En la mano tenía un broche de oro que representaba un saltamontes. Beleño recordó aquella ocasión en la que Atta y él estaban siendo perseguidos por los Predilectos y un ejército de saltamontes los había salvado. El broche tenía dos rubíes por ojos y estaba labrado con tal delicadeza que parecía que podía pegar un salto en cualquier momento. A Beleño le gustaba bastante y lo deseaba más que ninguna otra cosa que hubiera querido en su vida. La mano le temblaba en el bolsillo.
-¿Estás segura de que a Majere no le importará que lo coja? -preguntó-. No querría hacer nada que lo enfadara.
—Estoy segura —contestó Mina y, antes de que Beleño pudiera protestar, le colocó el broche en la camisa.
Beleño se puso tenso, asustado, esperando que el broche le machacara la nariz o lo golpeara en la cabeza. El saltamontes se quedó mansamente sobre la camisa. Mientras lo admiraba, a Beleño le pareció ver que uno de los ojos rojos le lanzaba un guiño.
—¿Qué hace? —preguntó el kender.
—Es un saltamontes, bobo —respondió Mina—. ¿Qué te parece que hace?
—¿Saltar? -aventuró Beleño.
-Sí, y también hará que saltes tú. Tan alto y lejos como quieras.
—¡Vaya! —dijo Beleño en voz baja.
Rhys no había visto ni oído nada. El enano lanzaba alaridos, Caele maldecía, Atta ladraba y Rhys parecía estar en otro lugar. El único sonido que le llegaba era la voz del dios.
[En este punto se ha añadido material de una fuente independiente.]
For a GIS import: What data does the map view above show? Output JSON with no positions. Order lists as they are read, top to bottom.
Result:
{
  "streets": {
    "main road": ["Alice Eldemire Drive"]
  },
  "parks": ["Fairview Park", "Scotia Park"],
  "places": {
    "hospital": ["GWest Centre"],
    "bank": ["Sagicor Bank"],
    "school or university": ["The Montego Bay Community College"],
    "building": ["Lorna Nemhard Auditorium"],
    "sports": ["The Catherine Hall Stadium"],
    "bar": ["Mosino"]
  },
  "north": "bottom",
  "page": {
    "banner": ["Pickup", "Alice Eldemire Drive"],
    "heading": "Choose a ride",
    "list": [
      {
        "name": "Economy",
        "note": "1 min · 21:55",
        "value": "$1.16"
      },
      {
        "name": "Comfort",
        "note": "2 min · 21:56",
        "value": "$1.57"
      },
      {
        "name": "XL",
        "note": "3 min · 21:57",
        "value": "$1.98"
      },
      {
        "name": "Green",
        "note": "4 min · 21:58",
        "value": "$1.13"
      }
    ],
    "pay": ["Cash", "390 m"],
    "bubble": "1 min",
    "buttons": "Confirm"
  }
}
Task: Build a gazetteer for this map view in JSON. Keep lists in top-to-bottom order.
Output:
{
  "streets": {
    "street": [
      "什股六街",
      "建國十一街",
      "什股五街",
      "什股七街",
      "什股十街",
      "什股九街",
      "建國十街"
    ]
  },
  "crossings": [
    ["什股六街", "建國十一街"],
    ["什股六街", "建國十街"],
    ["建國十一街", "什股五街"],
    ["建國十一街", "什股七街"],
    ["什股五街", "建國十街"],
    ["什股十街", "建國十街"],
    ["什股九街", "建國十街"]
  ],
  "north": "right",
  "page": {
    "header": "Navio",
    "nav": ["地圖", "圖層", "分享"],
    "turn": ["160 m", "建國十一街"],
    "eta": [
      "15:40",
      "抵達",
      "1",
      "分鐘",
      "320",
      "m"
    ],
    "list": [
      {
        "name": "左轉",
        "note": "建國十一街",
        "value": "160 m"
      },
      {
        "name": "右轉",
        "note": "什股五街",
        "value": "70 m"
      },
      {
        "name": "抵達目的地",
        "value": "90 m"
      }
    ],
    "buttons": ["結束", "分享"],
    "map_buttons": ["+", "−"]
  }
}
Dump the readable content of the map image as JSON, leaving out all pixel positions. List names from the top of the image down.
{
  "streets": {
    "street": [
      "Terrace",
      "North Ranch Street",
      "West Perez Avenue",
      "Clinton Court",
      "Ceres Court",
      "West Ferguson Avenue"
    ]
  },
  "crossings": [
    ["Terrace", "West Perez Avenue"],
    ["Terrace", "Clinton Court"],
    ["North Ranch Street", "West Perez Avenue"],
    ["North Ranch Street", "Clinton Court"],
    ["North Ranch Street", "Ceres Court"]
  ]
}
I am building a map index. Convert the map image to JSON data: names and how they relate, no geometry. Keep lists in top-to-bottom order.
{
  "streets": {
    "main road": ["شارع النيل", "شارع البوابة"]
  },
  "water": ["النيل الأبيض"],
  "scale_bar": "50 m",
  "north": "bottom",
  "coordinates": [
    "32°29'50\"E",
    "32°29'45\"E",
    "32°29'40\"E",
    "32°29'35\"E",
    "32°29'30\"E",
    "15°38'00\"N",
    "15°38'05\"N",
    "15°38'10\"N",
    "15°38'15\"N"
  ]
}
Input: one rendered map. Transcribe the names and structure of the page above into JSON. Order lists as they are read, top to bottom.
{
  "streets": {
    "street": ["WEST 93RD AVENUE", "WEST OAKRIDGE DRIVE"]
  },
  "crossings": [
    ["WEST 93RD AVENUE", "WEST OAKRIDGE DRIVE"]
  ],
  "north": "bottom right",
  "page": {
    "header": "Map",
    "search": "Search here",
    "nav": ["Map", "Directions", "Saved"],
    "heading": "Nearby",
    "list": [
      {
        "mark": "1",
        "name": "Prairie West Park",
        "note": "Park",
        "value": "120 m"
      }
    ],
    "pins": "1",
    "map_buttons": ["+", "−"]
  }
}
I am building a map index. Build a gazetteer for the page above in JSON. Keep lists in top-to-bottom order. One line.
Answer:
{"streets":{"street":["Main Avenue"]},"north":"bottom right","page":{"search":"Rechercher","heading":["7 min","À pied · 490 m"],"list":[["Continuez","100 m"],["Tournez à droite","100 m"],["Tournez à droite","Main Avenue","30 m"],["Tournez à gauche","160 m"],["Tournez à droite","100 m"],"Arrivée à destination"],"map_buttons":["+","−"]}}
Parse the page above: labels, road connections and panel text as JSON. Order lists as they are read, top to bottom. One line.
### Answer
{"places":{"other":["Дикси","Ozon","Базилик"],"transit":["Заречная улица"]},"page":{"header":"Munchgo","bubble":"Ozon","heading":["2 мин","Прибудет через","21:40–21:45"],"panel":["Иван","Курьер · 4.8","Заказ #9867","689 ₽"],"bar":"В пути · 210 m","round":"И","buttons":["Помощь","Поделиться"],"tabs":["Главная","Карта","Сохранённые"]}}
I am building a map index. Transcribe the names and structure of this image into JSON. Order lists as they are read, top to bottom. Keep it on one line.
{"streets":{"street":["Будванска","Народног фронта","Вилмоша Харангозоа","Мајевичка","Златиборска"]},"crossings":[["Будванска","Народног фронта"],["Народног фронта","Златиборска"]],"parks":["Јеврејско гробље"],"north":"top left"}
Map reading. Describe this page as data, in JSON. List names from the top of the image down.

Y entonces Rhys sintió que una mano le daba golpecitos en el hombro y levantó la cabeza. La voz del dios desapareció.
—Señor monje, tengo mis regalos para Goldmoon -dijo Mina, mostrándole los dos objetos—. Ya podemos irnos.
Rhys se levantó. Había estado arrodillado en el suelo mucho tiempo, o eso parecía, porque le dolían las rodillas y tenía las piernas entumecidas. Al mirar en derredor, se quedó perplejo al ver a los dos Túnicas Negras en el suelo, uno de ellos atado y chillando, y el otro sangriento e inconsciente.
Miró a Beleño en busca de una explicación.
—Enfadaron a los dioses —repuso el kender.
Esa respuesta dejó a Rhys bastante desconcertado, pero antes de que pudiera preguntar, Mina gritó con impaciencia que ya estaba lista para irse.
—¿Qué hacemos con el cara de comadreja y con la bola de pelo? —planteó Beleño.
—Dejarlos aquí —contestó Mina, frunciendo el entrecejo—. Encerrarlos para que se mueran aquí. Así aprenderán la lección.
—¡No podemos hacer eso! —se escandalizó Rhys.
—¿Por qué no? Iban a matarnos —repuso Mina.
Rhys bajó la vista hacia Caele, atado con la cuerda bendita y retorciéndose por todo el suelo. La ira y el miedo combatían entre sí por apoderarse del semielfo. Un momento estaba haciendo rechinar los dientes y lanzando amenazas y al siguiente suplicaba entre gemidos que lo salvaran. El otro hechicero, Basalto, había recuperado la conciencia y lloriqueaba diciendo que le dolía la cabeza.